All of the data below should be set down again verbatim, without any images.

# [COLLECTED MATERIAL]
_ _ _
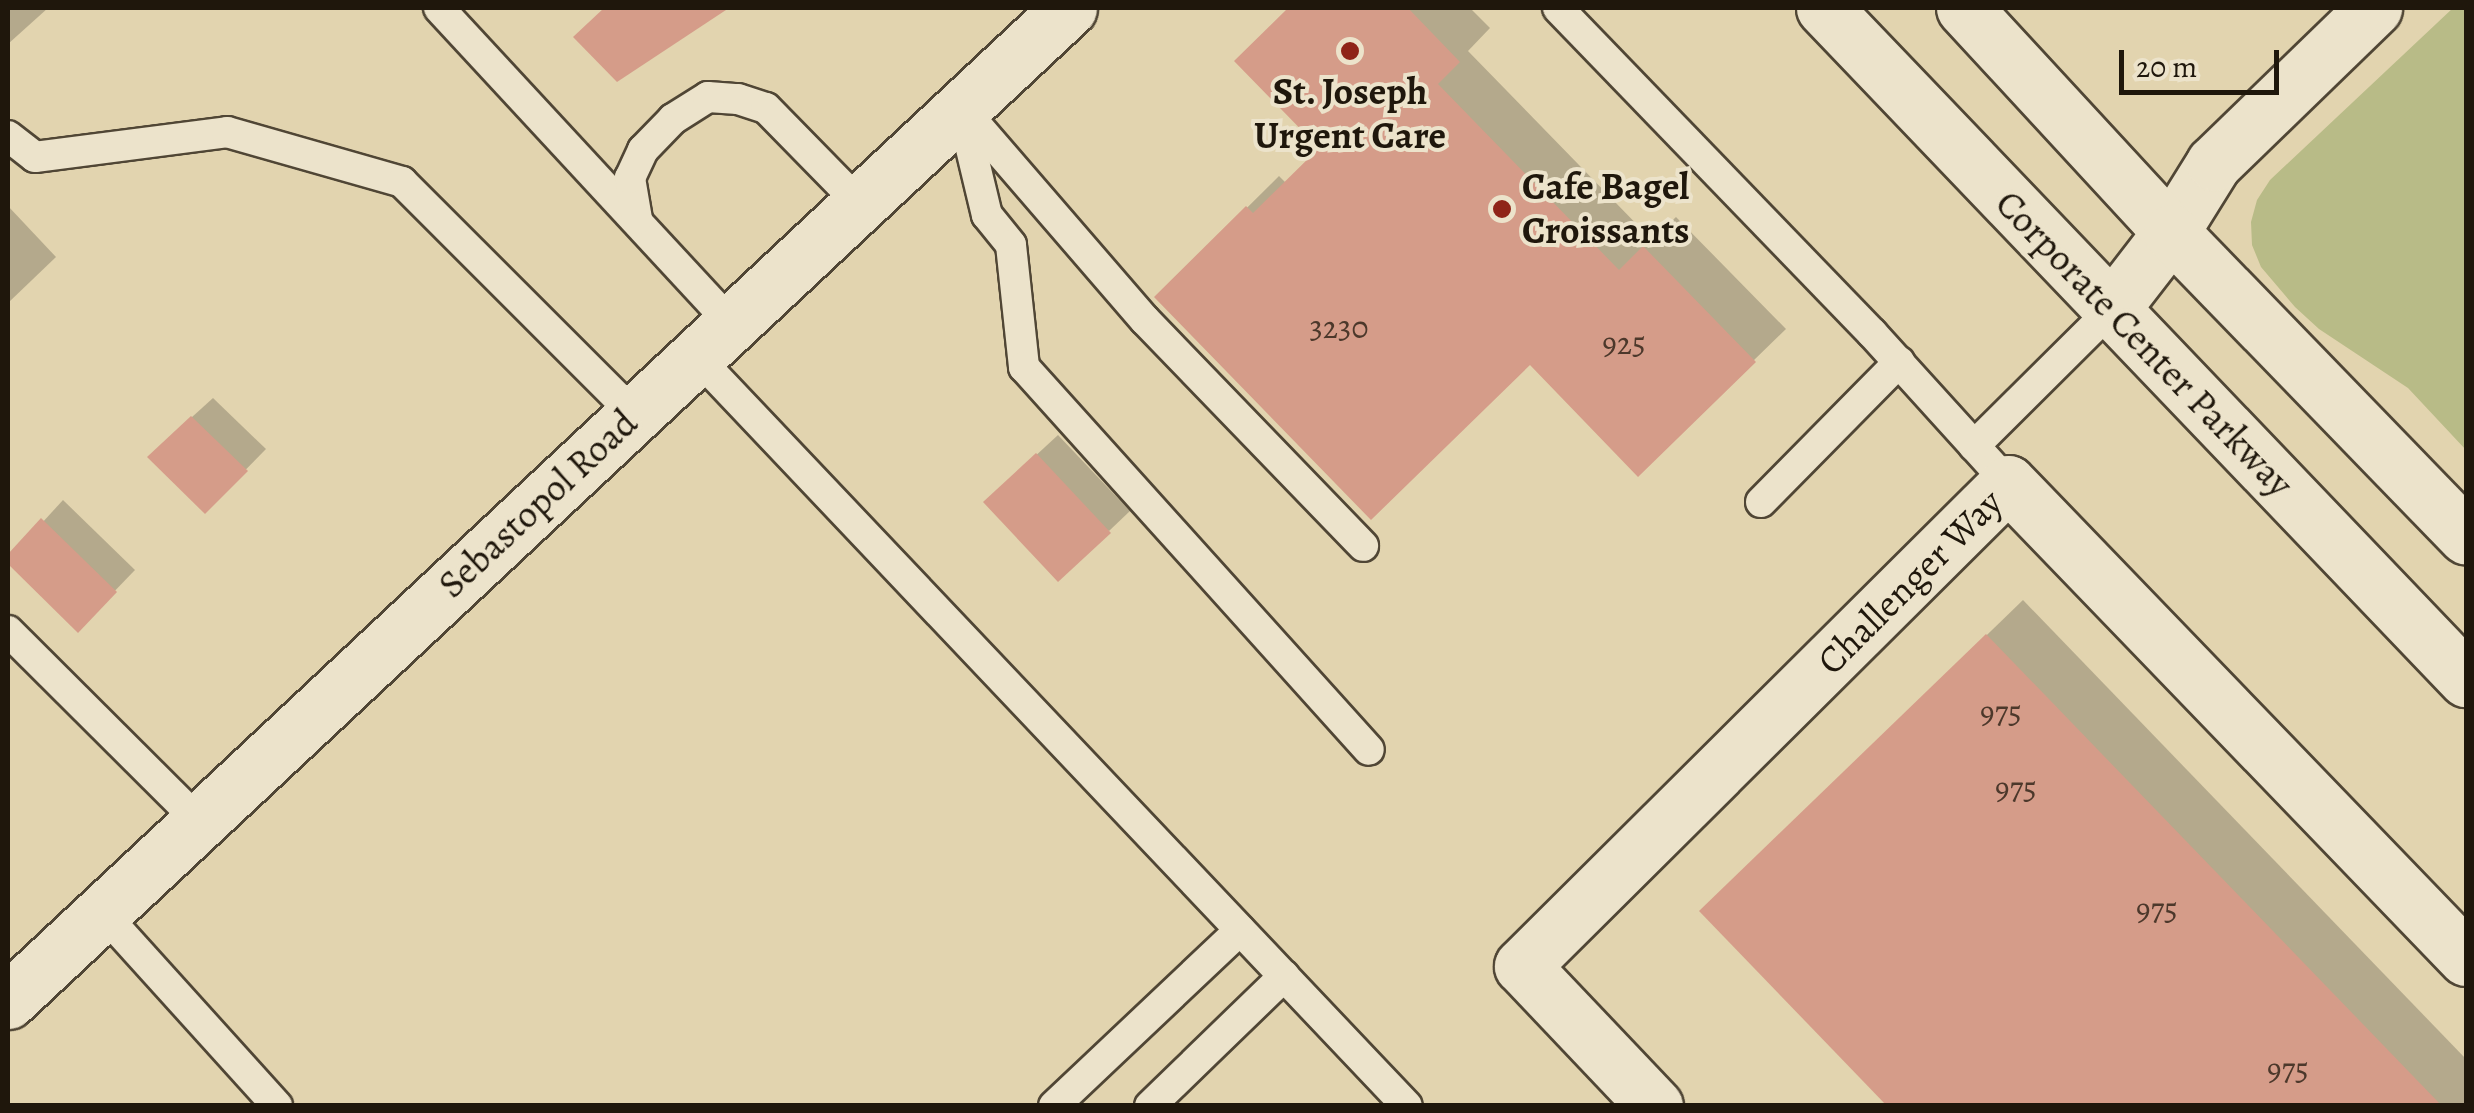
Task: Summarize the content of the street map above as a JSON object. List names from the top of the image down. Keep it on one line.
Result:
{"streets":{"street":["Corporate Center Parkway","Sebastopol Road","Challenger Way"]},"places":["St. Joseph Urgent Care","Cafe Bagel Croissants"],"house_numbers":["3230","925","975","975","975","975"],"scale_bar":"20 m"}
_ _ _
# [RESPONSE AREA]
Task: Summarize the content of the street map above as a JSON object. List names from the top of the image down. Keep it on one line.
Result:
{"streets":{"street":["Corporate Center Parkway","Sebastopol Road","Challenger Way"]},"places":["St. Joseph Urgent Care","Cafe Bagel Croissants"],"house_numbers":["3230","925","975","975","975","975"],"scale_bar":"20 m"}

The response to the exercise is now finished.